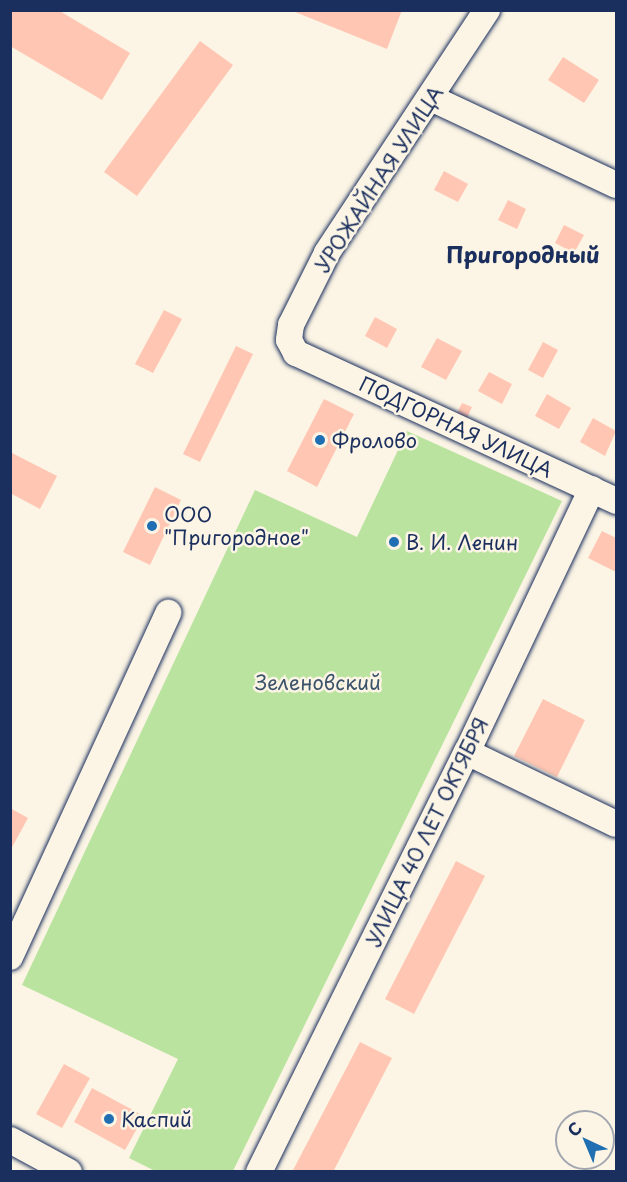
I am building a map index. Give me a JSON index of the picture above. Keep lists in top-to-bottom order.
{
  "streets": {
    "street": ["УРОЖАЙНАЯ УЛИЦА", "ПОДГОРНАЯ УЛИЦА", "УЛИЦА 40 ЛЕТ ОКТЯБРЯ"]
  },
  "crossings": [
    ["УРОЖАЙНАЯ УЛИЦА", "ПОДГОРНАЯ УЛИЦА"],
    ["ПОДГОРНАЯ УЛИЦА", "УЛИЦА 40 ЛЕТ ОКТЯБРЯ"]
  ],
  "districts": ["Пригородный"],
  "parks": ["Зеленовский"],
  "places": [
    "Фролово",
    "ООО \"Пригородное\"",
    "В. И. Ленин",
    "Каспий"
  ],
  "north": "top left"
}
+++++
= What this task involves =
Would you please output each record exactly, leaving the images out?

= Task solution =
I am building a map index. Give me a JSON index of the picture above. Keep lists in top-to-bottom order.
{
  "streets": {
    "street": ["УРОЖАЙНАЯ УЛИЦА", "ПОДГОРНАЯ УЛИЦА", "УЛИЦА 40 ЛЕТ ОКТЯБРЯ"]
  },
  "crossings": [
    ["УРОЖАЙНАЯ УЛИЦА", "ПОДГОРНАЯ УЛИЦА"],
    ["ПОДГОРНАЯ УЛИЦА", "УЛИЦА 40 ЛЕТ ОКТЯБРЯ"]
  ],
  "districts": ["Пригородный"],
  "parks": ["Зеленовский"],
  "places": [
    "Фролово",
    "ООО \"Пригородное\"",
    "В. И. Ленин",
    "Каспий"
  ],
  "north": "top left"
}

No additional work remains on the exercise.